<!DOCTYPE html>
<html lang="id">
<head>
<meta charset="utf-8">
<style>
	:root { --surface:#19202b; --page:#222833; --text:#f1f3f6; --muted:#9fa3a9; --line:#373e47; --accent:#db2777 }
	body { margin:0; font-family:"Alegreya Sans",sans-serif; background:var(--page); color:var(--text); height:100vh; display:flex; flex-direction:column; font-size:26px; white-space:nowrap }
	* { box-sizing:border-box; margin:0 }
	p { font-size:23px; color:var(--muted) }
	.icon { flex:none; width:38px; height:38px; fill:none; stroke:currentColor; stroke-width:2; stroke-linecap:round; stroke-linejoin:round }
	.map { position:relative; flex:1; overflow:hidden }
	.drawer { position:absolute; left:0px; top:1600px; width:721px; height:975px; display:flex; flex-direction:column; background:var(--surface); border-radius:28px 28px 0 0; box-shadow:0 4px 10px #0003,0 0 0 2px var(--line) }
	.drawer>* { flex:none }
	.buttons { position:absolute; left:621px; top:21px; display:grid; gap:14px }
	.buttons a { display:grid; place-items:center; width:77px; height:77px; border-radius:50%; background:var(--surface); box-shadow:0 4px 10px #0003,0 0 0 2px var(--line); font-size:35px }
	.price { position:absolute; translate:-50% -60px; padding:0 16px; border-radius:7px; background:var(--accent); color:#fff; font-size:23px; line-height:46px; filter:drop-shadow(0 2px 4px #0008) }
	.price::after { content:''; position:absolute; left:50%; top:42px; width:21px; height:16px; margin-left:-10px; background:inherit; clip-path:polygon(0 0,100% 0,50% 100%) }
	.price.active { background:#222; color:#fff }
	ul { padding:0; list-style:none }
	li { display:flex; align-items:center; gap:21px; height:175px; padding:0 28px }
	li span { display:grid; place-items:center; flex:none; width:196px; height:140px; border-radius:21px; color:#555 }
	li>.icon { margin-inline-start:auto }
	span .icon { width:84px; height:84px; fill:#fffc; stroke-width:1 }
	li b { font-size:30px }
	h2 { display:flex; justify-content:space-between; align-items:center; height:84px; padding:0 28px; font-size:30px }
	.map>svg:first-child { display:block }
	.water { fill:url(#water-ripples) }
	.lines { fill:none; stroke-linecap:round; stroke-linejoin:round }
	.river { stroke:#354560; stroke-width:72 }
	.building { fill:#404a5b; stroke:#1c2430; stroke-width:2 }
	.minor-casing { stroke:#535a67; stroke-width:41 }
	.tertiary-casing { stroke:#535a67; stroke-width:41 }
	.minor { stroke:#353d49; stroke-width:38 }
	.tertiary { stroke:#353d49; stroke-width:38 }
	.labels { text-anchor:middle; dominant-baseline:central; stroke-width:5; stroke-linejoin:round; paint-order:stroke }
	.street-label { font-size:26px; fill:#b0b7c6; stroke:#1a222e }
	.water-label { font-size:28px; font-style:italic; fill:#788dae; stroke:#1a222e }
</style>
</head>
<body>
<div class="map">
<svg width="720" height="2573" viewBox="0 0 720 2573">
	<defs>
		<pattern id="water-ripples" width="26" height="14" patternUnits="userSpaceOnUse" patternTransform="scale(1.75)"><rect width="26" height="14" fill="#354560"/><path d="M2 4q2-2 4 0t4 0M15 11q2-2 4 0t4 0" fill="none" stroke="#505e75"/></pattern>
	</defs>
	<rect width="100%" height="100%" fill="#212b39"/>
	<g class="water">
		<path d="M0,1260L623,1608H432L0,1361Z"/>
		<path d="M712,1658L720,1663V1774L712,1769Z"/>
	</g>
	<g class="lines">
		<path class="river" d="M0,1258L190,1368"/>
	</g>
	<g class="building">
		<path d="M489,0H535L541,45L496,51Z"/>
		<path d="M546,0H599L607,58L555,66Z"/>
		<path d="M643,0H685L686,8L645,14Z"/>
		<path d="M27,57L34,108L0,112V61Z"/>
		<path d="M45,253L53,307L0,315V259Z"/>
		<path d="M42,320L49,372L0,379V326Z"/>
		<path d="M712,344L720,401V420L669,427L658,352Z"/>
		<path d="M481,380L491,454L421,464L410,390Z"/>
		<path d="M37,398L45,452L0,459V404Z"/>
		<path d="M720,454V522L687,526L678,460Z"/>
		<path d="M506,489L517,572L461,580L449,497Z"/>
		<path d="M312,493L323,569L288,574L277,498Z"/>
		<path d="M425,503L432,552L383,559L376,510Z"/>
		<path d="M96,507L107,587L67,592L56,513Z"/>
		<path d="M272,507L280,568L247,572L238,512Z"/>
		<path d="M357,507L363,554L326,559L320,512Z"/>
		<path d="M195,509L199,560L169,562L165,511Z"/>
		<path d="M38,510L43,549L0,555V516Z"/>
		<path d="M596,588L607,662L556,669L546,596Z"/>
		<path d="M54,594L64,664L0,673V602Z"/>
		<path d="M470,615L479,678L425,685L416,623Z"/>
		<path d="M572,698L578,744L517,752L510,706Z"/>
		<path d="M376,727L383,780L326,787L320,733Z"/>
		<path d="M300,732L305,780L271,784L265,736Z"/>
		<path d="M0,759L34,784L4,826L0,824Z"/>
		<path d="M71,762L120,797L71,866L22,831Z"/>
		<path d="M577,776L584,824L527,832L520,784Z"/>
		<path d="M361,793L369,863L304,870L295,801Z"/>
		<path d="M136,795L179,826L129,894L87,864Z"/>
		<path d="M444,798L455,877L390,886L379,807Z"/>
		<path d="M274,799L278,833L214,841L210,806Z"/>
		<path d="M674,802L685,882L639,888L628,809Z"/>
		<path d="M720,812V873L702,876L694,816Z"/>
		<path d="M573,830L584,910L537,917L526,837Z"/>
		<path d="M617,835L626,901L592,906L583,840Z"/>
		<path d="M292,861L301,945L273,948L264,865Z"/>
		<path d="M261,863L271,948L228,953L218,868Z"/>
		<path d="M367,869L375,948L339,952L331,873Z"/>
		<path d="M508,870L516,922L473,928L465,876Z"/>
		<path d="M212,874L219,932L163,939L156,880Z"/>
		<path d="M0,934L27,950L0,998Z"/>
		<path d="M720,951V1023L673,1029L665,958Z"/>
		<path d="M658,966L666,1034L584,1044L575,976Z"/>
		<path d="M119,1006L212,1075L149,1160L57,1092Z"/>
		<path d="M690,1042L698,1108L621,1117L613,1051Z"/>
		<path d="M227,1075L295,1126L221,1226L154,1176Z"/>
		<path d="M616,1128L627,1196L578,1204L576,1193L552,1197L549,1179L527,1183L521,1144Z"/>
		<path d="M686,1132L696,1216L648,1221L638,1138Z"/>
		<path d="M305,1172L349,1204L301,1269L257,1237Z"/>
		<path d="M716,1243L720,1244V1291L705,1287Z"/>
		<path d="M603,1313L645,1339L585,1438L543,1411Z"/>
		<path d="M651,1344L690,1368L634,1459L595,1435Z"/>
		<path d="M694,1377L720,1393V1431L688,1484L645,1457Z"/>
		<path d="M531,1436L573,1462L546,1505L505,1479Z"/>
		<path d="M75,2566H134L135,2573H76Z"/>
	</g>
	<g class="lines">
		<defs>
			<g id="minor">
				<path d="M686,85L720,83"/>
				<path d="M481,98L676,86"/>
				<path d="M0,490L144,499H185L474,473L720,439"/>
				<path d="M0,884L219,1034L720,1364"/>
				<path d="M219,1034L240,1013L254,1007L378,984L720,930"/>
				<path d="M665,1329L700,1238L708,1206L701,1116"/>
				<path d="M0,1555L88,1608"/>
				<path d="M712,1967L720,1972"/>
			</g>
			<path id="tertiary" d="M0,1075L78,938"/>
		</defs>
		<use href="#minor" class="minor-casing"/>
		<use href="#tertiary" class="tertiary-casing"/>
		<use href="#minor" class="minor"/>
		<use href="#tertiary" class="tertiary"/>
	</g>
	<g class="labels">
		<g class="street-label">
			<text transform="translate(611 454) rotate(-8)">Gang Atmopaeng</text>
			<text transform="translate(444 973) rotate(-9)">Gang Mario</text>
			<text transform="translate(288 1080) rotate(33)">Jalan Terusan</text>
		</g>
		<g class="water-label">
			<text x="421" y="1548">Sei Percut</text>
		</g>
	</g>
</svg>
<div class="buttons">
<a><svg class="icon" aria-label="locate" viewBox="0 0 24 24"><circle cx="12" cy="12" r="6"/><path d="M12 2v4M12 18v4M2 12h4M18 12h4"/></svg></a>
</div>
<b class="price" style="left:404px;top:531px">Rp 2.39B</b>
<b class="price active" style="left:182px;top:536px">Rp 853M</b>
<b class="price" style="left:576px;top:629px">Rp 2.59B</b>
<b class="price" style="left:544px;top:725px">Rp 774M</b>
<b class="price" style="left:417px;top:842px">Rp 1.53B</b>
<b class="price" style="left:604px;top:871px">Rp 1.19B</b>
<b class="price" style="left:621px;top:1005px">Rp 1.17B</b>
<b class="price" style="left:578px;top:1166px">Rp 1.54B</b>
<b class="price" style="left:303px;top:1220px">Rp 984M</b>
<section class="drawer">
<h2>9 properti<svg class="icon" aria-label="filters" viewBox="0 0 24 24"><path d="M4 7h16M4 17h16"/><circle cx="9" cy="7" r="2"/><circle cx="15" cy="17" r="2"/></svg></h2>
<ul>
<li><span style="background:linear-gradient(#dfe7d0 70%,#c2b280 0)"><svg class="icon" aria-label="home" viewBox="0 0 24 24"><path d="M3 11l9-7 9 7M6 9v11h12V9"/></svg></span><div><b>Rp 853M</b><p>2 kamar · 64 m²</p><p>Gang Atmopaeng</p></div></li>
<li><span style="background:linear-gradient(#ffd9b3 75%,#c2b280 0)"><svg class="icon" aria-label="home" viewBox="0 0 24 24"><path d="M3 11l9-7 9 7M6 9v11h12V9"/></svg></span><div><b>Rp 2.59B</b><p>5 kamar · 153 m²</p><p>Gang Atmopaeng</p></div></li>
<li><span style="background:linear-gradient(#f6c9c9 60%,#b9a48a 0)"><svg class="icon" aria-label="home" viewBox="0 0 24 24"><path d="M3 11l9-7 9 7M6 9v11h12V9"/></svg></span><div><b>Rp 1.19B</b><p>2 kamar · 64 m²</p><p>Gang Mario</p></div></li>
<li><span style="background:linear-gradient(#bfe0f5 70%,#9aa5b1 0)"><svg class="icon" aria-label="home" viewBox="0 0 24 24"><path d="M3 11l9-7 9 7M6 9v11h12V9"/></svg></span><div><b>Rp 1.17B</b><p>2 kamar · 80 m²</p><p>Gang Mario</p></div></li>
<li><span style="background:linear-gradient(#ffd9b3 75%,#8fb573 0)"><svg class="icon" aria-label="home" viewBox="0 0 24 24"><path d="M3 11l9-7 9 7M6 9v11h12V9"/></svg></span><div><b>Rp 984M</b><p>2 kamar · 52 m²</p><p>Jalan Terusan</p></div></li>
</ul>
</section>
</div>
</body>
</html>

-*-*-

Among the lines of the data above, find those with the word "casing" and show them.

FINISHED EXERCISE
	.minor-casing { stroke:#535a67; stroke-width:41 }
	.tertiary-casing { stroke:#535a67; stroke-width:41 }
		<use href="#minor" class="minor-casing"/>
		<use href="#tertiary" class="tertiary-casing"/>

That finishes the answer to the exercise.